In Praise of What Has Been Lost at U.S. Embassies

Rendezvous regular Mark McDonald asked for fresh U.S. embassy stories. Here is an old one from back when America waded into Vietnam, China was a forbidding foe, and Cold War rivals could have easily blown each other off the map.

If a U.S. mission needed guarding anywhere, it was Kinshasa after the C.I.A. provided matches to set the Congo ablaze. Soviet spooks worked hard to discomfit America.

I dropped in regularly for updates on a nasty bush war, and a lone Marine waved as I breezed past. Often it was a guy with whom I’d done the clubs the night before along with diplomats and local luminaries. But no one else got stopped either unless something awkward bulged under a raincoat.

The embassy, exposed on a leafy corner, was colonial-charming, with a white-brick facade that could not stop a determined buffalo. Diplomats spoke in frank detail, and often showed confidential cables to trusted visitors.

A U.S. cultural center downtown was open to the street so Congolese could stop by to discover Time magazine and Tom Sawyer, theoretically triggering warmth for America.

In Nigeria, then mired in bitter civil war, the Lagos embassy was only a shade less freewheeling. When in a hurry, I’d bound up the stairs without a pause in search of the guy in charge.

By 1970, U.S. missions began to swell. I was once in Monrovia, Liberia, with a diplomat fresh from Washington. He nearly fell over when he saw the Executive Mansion.

The cigar-chomping president, William Tubman, had built a nine-story palace with the Temptations wafting from speakers along endless corridors. When the fountain out front was turned on, no one within a half-mile had water.

The diplomat saw the giant flag on top and stammered, “My God, is that our embassy?” Liberia’s currency was the U.S. dollar, and its flag was the Stars and Stripes.

Today, if Mr. Tubman’s palace had had Fort Leavenworth walls and an open field-of-fire perimeter, the diplomat’s question would be perfectly reasonable.

The change was clear after Ronald Reagan beat up Grenada in 1983 to distract attention from Lebanon.

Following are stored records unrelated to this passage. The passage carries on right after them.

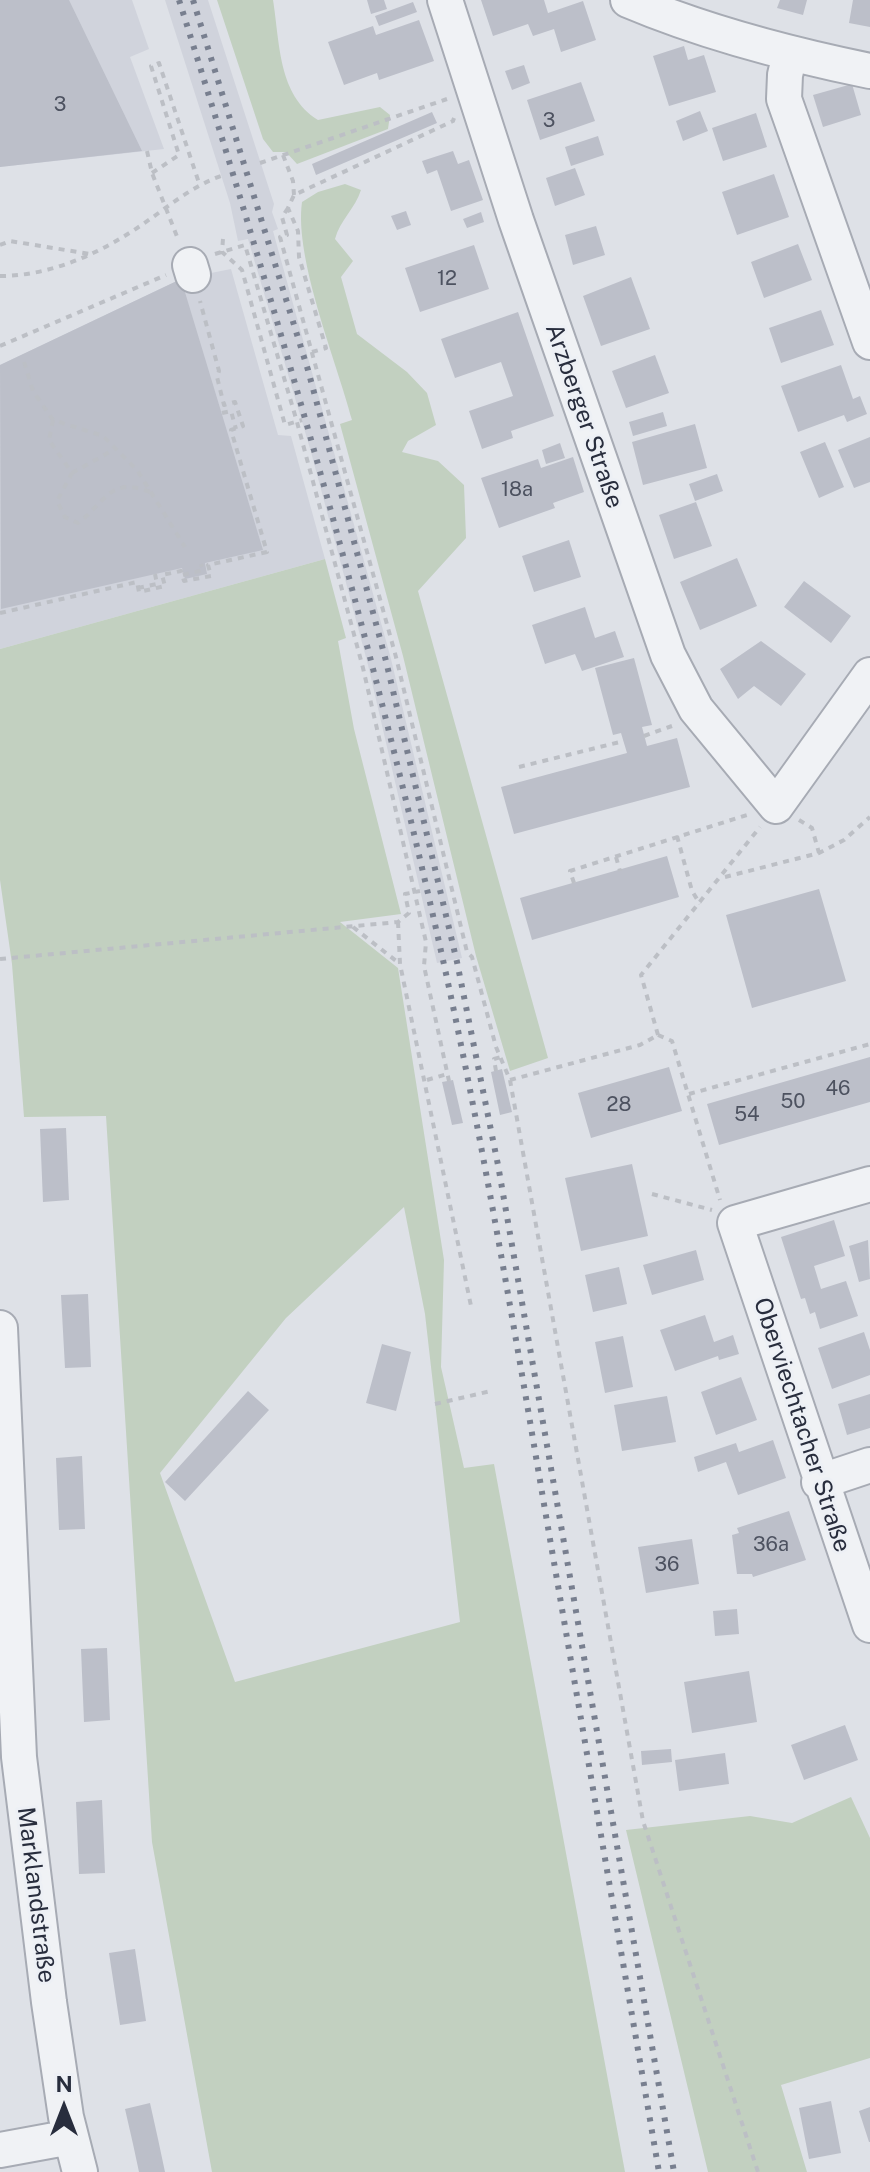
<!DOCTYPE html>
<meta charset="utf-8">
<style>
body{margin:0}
#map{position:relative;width:870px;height:2172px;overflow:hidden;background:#dee1e7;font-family:"Public Sans",sans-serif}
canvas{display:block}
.north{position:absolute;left:24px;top:2068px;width:80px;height:80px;-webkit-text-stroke:6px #edf0f5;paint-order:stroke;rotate:0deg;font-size:22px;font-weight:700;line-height:32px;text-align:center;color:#282d3d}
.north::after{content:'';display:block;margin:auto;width:28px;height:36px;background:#282d3d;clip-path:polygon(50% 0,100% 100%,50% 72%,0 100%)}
</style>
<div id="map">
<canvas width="870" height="2172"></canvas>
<div class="north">N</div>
</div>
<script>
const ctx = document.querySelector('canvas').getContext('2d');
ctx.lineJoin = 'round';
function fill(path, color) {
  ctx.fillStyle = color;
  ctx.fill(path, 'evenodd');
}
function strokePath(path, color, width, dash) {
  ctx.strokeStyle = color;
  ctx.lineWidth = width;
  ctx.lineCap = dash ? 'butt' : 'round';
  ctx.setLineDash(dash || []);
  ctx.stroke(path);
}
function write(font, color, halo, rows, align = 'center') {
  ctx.font = font + ' "Public Sans",sans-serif';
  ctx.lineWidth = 6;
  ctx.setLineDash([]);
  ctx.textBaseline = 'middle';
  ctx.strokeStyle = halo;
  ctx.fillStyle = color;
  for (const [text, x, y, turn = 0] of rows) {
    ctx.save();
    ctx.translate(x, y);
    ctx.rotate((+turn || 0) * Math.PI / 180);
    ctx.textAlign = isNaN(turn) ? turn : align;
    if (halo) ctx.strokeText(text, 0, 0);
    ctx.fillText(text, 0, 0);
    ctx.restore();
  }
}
const built = new Path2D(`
 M0,0H132L149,49L130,57L164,149L0,167Z
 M165,0H208L274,204L272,212L278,229L273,231L391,659L462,958L437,963L368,665L311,452L248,239L238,241L230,203Z
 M231,269L278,435L291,436L325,559L0,649V365L181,279Z`);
const green = new Path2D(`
 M217,0H273C280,43 278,95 318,120L380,107L390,115L388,129L297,164L286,152H273L263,139Z
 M345,184L361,190C355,209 340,220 335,239L353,261L341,277L357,334L407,372L427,393L436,425L408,441L402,452L438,461L464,485L466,538L418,591L548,1058L510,1071L476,956L403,656L340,424L352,420C337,362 294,259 302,202L318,192Z
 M325,559L346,638L338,641L354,729L401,914L340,922L398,968L444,1260L441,1367L464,1468L494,1464L625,2172H212L152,1842L106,1116L24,1117L12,964L0,880V649ZM404,1207L425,1314L460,1622L235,1682L160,1473L286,1318Z
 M851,1797L870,1838V2058L781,2085L807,2172H708L626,1830L750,1816L792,1823Z`);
const building = new Path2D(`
 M0,0H69L142,151L0,167Z
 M367,0H384L387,9L371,14Z
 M481,0H544L548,13L583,1L596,40L561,52L554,29L533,36L528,24L493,36Z
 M780,0H807L803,15L777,8Z
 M853,0H870V27L849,23Z
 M413,2L417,12L379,26L375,16Z
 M419,20L434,61L379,80L377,73L344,85L328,42L373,26L376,35Z
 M684,46L688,60L704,55L716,92L669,106L653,56Z
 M524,65L530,83L512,90L505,71Z
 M581,82L595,121L540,140L527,100Z
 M852,84L861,115L823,127L813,95Z
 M700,111L708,131L683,141L676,121Z
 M432,112L437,123L316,175L312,164Z
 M756,113L767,147L723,161L712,128Z
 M598,136L604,155L571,166L565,147Z
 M453,151L458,164L469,160L483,200L451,211L437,170L427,174L422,161Z
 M575,168L585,195L555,206L546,178Z
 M774,174L789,217L737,235L722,192Z
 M406,211L411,225L397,230L391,216Z
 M481,212L484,222L467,228L463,219Z
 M596,226L605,255L573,265L565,235Z
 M798,244L812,280L764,298L751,262Z
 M474,245L489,289L420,312L405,268Z
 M631,277L650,329L601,346L583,296Z
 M181,279L263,550L205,563L207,574L185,579L182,568L1,609L0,365Z
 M821,310L834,345L781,363L769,328Z
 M518,312L554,416L511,431L513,438L482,449L469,411L513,396L501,362L455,378L441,339Z
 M655,355L669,393L626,408L612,371Z
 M841,365L853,399L860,396L867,414L847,422L844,415L798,432L781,386Z
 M663,412L667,426L633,436L629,422Z
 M695,424L707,468L643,485L632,442Z
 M870,437V482L854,488L838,450Z
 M825,442L844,487L819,498L800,452Z
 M560,443L565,458L546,464L542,450Z
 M573,457L584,492L553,503L555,508L499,528L481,478L538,459L541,468Z
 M717,474L723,491L695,501L689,484Z
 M696,502L712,546L674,559L659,515Z
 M569,540L581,577L534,592L522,556Z
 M737,558L757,606L700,630L680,582Z
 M804,581L851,616L831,643L784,607Z
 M585,607L595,638L615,631L624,657L582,671L575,654L545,664L532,625Z
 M761,641L806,674L781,706L754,686L738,699L720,669Z
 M634,658L652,725L642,727L647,746L677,738L690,787L514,834L501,787L627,753L621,733L613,735L595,668Z
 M667,856L679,897L532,940L520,898Z
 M819,889L846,981L752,1008L726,915Z
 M870,1057V1102L719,1145L707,1104Z
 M669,1067L682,1111L591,1138L578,1093Z
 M502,1069L512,1112L500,1115L491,1072Z
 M453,1080L463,1123L452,1125L442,1082Z
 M66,1128L69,1200L43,1202L40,1129Z
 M632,1164L648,1236L581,1251L565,1178Z
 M834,1220L845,1256L814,1266L821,1289L846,1281L858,1316L820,1329L815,1312L810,1314L805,1298L801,1299L781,1237Z
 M868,1240L870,1279L859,1282L849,1246Z
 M696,1250L704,1280L652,1295L643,1265Z
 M619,1267L627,1304L593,1312L585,1275Z
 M88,1294L91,1367L65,1368L61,1295Z
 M705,1315L714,1342L733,1335L739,1354L719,1360L718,1356L675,1371L660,1330Z
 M864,1332L870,1350V1375L832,1389L818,1348Z
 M623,1336L633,1387L605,1393L595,1342Z
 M382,1344L411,1352L396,1411L366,1403Z
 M741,1377L757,1420L716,1435L701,1392Z
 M248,1391L269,1410L185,1501L165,1482Z
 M870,1394V1428L847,1435L838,1404Z
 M667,1396L676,1442L622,1451L614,1405Z
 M773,1440L786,1478L738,1495L726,1462L698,1472L694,1457L736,1443L739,1452Z
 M82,1456L85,1529L59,1530L56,1458Z
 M789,1511L806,1560L753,1577L752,1574H737L732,1535L739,1533L737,1528Z
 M692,1539L699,1584L646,1593L638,1547Z
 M737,1609L739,1634L715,1636L713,1611Z
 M107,1648L110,1720L84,1722L81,1649Z
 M749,1671L757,1722L692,1733L684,1682Z
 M845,1725L858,1760L804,1780L791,1745Z
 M671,1749L672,1762L642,1765L641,1751Z
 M725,1753L729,1784L679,1791L675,1760Z
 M102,1800L105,1873L79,1874L76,1802Z
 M135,1949L146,2021L120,2025L109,1953Z
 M831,2101L841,2153L809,2159L799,2108Z
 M150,2103L158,2139L165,2172H139L133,2144L125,2109Z
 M870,2107V2142H869L859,2111Z`);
const path = new Path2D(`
 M147,151L152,173L178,239
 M283,155L293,181L294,195
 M260,163L447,99
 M152,173L179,155L151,66L159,63L199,183
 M288,208L282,217L287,235L280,237L396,657L467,952L472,957L496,1047L510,1080L643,1821L758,2172
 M223,239L222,252L242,270L285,425L302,420
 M0,245L10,241L90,254
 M215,254L245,245L297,422L363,668L426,942L424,966L449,1081
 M0,276C51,276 101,253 143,224C168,207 192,186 221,176
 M0,346L166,275
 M312,352L326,348L299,257L298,231L288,208L294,195L453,121L454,118
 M24,362L33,391L53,420L103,436L137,470L185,547
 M222,413L231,411L236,429
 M53,420L49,440L72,473L57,501L65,517L78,523C106,502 110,476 150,492
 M72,473L115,449
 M183,575L203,570L201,564
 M138,588L157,584L155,574
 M0,613L137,582L139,592L165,586L162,575L181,571L184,581L211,576L208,565L267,552L231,430L243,426L235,402L224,405L217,377L219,371L200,301
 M644,736L672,726
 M519,767L624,741
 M799,820L812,828L819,853
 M677,836L692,891L700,904
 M616,857L620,871
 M725,877L819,853L844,840L870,817
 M574,883L570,871L747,815
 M398,922L400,964L471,1306
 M353,927L400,964
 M0,959L398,922L409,913L405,894L420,891
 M658,1035L641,975L760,827
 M658,1035L672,1041L720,1200
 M496,1071L494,1059L501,1057
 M427,1080L447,1074
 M510,1080L640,1045L658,1035
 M689,1094L870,1044
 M652,1194L712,1210
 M435,1404L491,1391`);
const minor = new Path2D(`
 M445,0L516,220L668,655L696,709L776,806L870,675
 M628,0C706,33 787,54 870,71
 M790,54L785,75L784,99L870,342
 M190,265L193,275
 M870,1184L735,1223L870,1625
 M0,1328L19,1757L49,2002L66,2117L80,2172
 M819,1482L870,1465
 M0,2150L71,2137`);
const rail = new Path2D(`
 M179,0C279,317 371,635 443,960C483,1142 514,1327 545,1510C583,1731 621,1951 659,2172
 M193,0L308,370L386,661L457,962L498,1165L674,2172`);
const numberNames = [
 ["3",60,105],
 ["3",549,121],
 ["12",447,279],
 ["18a",517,490],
 ["46",838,1089],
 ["50",793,1102],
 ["28",619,1105],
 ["54",747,1115],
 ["36a",771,1545],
 ["36",667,1565]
];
const streetNames = [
 ["Arzberger Straße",584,416,71],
 ["Oberviechtacher Straße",802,1425,72],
 ["Marklandstraße",36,1895,83]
];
fill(built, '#d0d3dc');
fill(green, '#c2d0c0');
fill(building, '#bcbfc9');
strokePath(minor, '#a7abb4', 38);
strokePath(path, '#bcbfc5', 4, [6, 6]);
strokePath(minor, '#f0f2f5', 34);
strokePath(rail, '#787f8f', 6, [4, 8]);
write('20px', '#4d5260', null, numberNames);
write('24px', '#282d3d', '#edf0f5', streetNames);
</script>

Before the smoke cleared, the Ross Point Inn, the best little hideaway in the Caribbean, was bristling with antennae and shielded by walls under a bed-sheet-sized American flag.

Let’s not even start on the billion-dollar mission in Baghdad.

These days, obviously, it is harder to get into U.S. missions. But worse, it is harder to get out. Diplomats live in cocoons, isolated from the societies they are supposed to penetrate.

Those old embassy exchanges helped reporters see a big picture, especially those who had parachuted in on a breaking story. We shielded our own sources, and diplomats protected theirs. And we each learned things.

My last of these visits was in Kuwait during the 1990s. The acting ambassador met me in a bare room, hands folded like a nervous kid. At each question, he glanced at his minder, a note-taking information officer. What troubled me most were the answers. In an exchange that lasted half as long as the security gantlet at the gate, it was clear the guy was clueless about Kuwait.

Courageous diplomats like Christopher Stevens are more vital than ever, but they don’t remain cloistered in a Fort Apache stockade. Those ugly monstrosities symbolize everything Americans believe they are not.

Real diplomacy is now done from Washington, and an embassy can be easily pared down to essential services. Even ceremonial functions have lost their luster. At those annual July 4th bashes, foreign dignitaries who line up to be poked and prodded miss that land-of-the-brave-home-of-the-free spirit.

No one can protect an “embassy.” Official Americans go home at night, shop, and send their kids to school. In a loony world when some zealot’s puerile film that looks like a Saturday Night Live spoof can create such havoc, it seems wiser to pare down to what is really necessary.